▶ **Task objective**
Where a line below holds the string "left", count it; then give the total without any other words.

· · · · ·

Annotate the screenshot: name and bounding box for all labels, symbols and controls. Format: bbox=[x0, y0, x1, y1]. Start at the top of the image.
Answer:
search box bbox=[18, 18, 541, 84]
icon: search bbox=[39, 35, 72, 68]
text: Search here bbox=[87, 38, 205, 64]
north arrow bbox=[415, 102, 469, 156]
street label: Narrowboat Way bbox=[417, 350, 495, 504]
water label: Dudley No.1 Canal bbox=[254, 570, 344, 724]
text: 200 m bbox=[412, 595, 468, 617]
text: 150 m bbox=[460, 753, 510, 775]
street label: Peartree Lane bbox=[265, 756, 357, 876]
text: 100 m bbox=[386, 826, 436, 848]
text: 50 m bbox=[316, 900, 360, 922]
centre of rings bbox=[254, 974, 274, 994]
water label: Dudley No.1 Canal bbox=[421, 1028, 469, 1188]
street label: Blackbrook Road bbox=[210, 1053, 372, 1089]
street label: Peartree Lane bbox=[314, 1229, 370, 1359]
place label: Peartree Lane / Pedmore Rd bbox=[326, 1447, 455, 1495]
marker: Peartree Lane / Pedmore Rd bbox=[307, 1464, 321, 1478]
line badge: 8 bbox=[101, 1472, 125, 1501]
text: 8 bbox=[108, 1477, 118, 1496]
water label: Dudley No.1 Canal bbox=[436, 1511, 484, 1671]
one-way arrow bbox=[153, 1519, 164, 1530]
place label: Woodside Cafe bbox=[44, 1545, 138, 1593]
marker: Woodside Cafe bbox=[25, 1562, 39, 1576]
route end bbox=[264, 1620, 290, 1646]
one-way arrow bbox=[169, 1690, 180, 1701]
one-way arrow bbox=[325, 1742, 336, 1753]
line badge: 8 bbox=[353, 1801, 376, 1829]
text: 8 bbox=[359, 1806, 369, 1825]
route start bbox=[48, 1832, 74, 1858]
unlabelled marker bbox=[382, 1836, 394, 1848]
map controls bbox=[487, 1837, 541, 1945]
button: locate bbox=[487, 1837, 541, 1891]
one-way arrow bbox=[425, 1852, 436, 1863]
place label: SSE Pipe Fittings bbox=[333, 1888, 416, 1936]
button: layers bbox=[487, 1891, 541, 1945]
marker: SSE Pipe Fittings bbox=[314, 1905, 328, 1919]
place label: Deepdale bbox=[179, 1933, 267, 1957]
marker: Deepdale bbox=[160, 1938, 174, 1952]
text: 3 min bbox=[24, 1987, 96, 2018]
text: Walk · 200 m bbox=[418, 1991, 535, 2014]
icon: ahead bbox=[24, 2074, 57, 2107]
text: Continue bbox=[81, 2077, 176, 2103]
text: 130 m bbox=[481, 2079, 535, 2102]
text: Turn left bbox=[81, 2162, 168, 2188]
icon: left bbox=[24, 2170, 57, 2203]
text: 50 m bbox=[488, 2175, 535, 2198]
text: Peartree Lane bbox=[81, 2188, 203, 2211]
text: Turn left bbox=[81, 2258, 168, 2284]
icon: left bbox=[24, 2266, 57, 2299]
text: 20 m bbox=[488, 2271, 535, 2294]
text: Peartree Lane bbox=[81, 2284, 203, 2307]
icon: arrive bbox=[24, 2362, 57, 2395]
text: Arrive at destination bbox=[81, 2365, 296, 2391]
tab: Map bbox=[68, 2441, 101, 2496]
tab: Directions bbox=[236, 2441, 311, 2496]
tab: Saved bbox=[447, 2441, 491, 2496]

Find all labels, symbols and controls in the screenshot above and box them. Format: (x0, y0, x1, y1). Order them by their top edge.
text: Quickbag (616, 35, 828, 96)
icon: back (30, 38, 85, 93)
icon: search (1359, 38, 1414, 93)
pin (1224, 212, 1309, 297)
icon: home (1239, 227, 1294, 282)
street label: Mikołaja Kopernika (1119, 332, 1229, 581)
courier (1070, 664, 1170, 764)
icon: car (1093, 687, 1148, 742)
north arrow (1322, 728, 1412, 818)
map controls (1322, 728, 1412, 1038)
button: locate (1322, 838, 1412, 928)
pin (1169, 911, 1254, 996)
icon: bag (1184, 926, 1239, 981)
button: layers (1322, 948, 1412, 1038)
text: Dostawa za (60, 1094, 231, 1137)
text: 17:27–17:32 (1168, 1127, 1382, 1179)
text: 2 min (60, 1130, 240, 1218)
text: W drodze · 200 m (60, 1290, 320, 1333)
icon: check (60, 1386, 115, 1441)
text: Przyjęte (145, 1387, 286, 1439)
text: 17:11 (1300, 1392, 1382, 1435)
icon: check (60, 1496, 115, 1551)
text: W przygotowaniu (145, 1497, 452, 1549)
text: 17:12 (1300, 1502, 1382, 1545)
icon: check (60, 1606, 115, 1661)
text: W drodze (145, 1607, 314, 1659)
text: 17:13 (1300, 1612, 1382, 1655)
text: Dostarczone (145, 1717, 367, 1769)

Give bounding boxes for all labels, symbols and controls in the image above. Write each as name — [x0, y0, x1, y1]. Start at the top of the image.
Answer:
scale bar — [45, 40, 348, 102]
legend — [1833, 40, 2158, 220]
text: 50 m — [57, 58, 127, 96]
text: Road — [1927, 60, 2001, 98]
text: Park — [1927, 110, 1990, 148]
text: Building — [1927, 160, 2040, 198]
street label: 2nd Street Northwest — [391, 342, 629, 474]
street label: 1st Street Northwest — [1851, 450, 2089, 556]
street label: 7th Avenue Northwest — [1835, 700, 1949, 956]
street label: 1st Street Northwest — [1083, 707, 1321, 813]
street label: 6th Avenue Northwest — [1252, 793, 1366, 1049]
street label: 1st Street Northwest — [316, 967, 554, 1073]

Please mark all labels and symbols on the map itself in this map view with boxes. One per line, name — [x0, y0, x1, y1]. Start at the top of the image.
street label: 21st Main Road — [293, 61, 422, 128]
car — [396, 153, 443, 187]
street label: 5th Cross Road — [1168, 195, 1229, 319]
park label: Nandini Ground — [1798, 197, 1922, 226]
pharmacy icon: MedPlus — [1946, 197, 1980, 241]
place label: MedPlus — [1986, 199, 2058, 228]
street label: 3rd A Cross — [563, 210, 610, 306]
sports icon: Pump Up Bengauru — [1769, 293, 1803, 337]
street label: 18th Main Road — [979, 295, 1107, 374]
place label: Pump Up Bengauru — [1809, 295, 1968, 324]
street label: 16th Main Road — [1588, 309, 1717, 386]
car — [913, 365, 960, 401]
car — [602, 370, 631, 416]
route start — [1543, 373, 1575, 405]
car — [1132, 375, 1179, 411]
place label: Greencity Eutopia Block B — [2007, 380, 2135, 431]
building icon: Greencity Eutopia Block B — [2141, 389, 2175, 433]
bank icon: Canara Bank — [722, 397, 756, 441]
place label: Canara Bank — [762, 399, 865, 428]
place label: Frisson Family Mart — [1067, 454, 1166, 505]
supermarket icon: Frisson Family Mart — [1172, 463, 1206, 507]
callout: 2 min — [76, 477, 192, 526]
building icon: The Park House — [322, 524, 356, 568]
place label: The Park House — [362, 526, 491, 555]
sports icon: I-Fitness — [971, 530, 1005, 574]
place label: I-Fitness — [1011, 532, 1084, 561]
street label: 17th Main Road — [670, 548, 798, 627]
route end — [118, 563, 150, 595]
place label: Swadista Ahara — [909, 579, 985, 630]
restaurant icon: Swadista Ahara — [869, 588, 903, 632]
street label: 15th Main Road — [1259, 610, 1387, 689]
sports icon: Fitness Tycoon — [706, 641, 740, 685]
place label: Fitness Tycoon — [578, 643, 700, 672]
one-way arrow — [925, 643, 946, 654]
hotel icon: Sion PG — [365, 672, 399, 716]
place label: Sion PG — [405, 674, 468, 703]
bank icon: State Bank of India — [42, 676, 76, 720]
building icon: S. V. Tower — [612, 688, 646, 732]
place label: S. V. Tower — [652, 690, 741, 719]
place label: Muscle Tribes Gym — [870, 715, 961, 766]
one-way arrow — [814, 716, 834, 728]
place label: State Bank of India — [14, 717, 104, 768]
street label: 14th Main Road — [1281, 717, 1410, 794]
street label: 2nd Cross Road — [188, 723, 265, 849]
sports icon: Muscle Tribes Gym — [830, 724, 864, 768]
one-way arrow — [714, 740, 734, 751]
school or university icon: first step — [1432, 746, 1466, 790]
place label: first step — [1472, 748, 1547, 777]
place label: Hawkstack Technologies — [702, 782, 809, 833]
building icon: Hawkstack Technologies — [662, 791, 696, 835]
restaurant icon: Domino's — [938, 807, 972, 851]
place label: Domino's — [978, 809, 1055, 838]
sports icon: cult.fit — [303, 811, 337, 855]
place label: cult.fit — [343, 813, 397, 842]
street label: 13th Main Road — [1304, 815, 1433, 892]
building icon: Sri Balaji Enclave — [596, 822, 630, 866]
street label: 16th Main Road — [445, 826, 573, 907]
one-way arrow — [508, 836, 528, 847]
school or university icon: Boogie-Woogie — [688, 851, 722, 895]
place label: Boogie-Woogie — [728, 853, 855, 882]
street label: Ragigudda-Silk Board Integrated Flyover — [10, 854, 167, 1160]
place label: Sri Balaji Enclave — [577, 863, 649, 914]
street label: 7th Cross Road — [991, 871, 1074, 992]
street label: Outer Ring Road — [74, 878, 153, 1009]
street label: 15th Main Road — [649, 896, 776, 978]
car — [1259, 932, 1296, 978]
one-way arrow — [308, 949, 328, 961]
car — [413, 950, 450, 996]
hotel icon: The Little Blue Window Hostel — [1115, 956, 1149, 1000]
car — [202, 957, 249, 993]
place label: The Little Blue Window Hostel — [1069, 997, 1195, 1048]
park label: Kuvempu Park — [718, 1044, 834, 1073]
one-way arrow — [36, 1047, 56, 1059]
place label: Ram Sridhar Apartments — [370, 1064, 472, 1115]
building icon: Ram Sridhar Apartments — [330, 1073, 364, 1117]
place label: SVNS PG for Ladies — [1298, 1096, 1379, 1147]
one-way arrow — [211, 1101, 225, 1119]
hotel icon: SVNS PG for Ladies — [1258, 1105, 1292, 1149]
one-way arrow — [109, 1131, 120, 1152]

· · · · ·

▶ **Your solution**
4